In [2]:
#Feature Engineering & Target Creation

import pandas as pd
import numpy as np
import matplotlib.pyplot as plt
import seaborn as sns
from datetime import datetime, timedelta

In [3]:
# Load cleaned data
sales_df = pd.read_csv('data_cleaned/sales_clean.csv')
inventory_df = pd.read_csv('data_cleaned/inventory_clean.csv')  
external_df = pd.read_csv('data_cleaned/external_clean.csv')

In [4]:
# Convert dates
sales_df['date'] = pd.to_datetime(sales_df['date'])
inventory_df['snapshot_date'] = pd.to_datetime(inventory_df['snapshot_date'])
external_df['date'] = pd.to_datetime(external_df['date'])
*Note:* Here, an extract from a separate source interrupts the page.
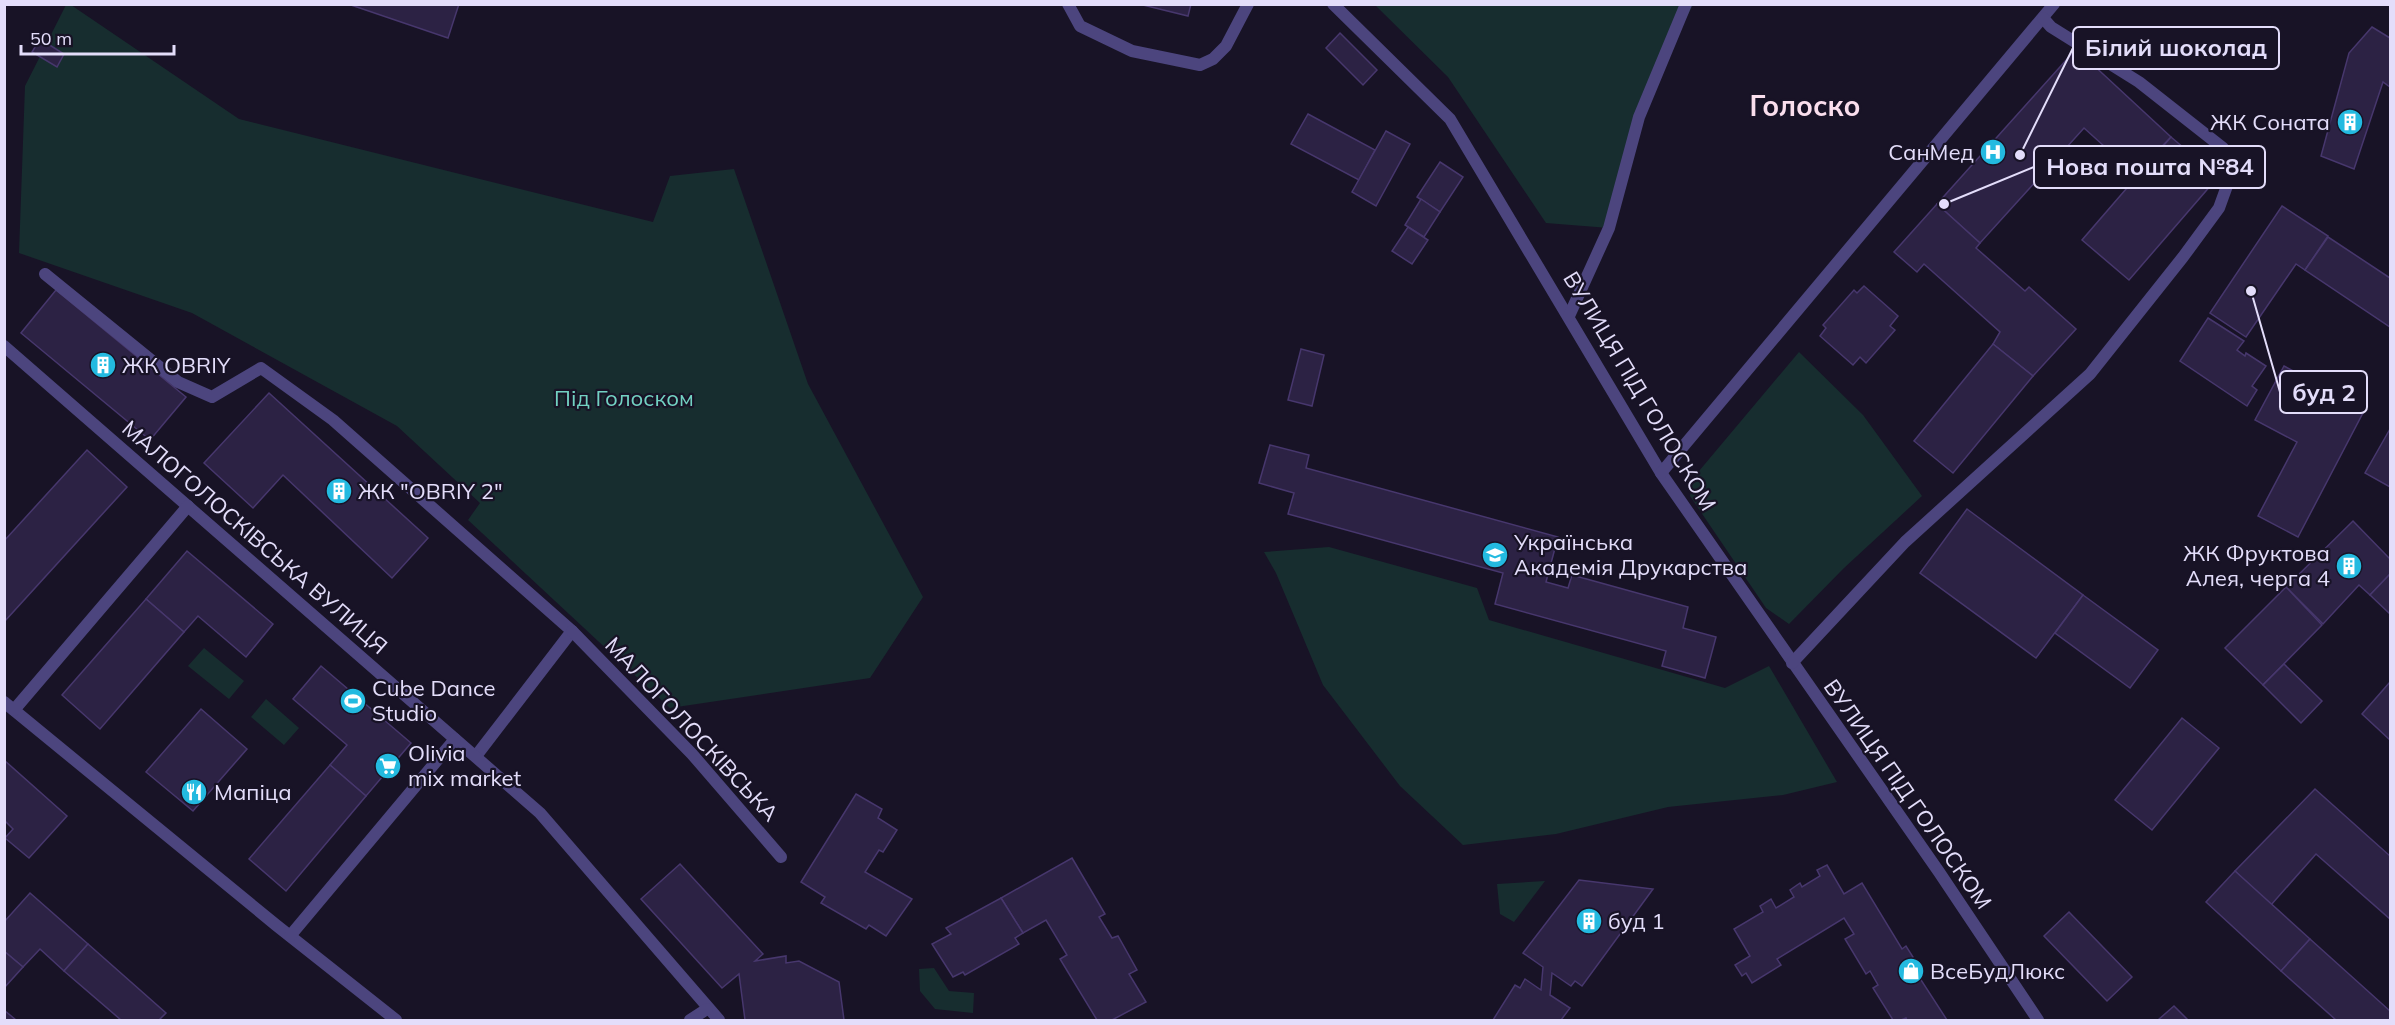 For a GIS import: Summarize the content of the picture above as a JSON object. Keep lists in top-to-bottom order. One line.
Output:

print("Data loaded successfully!")
print(f"Sales records: {len(sales_df)}")
print(f"Inventory snapshots: {len(inventory_df)}")

Data loaded successfully!
Sales records: 31696
Inventory snapshots: 8343


# CREATE SALES FEATURES

In [5]:
sales_df.head()

Unnamed: 0,transaction_id,store_id,product_id,date,sales_quantity,unit_price,total_revenue,month,day_of_week,year,is_weekend,name,type,size,city,category,unit_cost
0,TXN72449,ST001,P001,2022-01-01,4,180.76,723.04,1,Saturday,2022,True,Downtown Grocery,grocery,medium,Boston,grocery,107.38
1,TXN25921,ST001,P003,2022-01-01,16,340.0,5440.0,1,Saturday,2022,True,Downtown Grocery,grocery,medium,Boston,grocery,159.61
2,TXN12345,ST001,P004,2022-01-01,14,239.67,3355.38,1,Saturday,2022,True,Downtown Grocery,grocery,medium,Boston,grocery,135.62
3,TXN61515,ST001,P006,2022-01-01,9,309.04,2781.36,1,Saturday,2022,True,Downtown Grocery,grocery,medium,Boston,grocery,151.07
4,TXN98706,ST001,P009,2022-01-01,12,131.46,1577.52,1,Saturday,2022,True,Downtown Grocery,grocery,medium,Boston,grocery,54.7


In [6]:
# Grouping sales by store, product, and date
daily_sales = sales_df.groupby(['store_id', 'product_id', 'date']).agg({
    'sales_quantity': 'sum',
    'total_revenue': 'sum'
}).reset_index()

In [7]:
print(f"Daily sales aggregated: {len(daily_sales)} records")

Daily sales aggregated: 31696 records


In [8]:
# Sorting by date for time-based features
daily_sales = daily_sales.sort_values(['store_id', 'product_id', 'date'])

In [9]:
# Create moving averages
daily_sales['sales_7day_avg'] = daily_sales.groupby(['store_id', 'product_id'])['sales_quantity'].rolling(7, min_periods=1).mean().values
daily_sales['sales_30day_avg'] = daily_sales.groupby(['store_id', 'product_id'])['sales_quantity'].rolling(30, min_periods=1).mean().values


#We are calculating moving averages to smooth out noise and capture the underlying trend in sales over time.

In [10]:
# Creating lag features (previous day sales)
daily_sales['sales_lag_1'] = daily_sales.groupby(['store_id', 'product_id'])['sales_quantity'].shift(1)
daily_sales['sales_lag_7'] = daily_sales.groupby(['store_id', 'product_id'])['sales_quantity'].shift(7)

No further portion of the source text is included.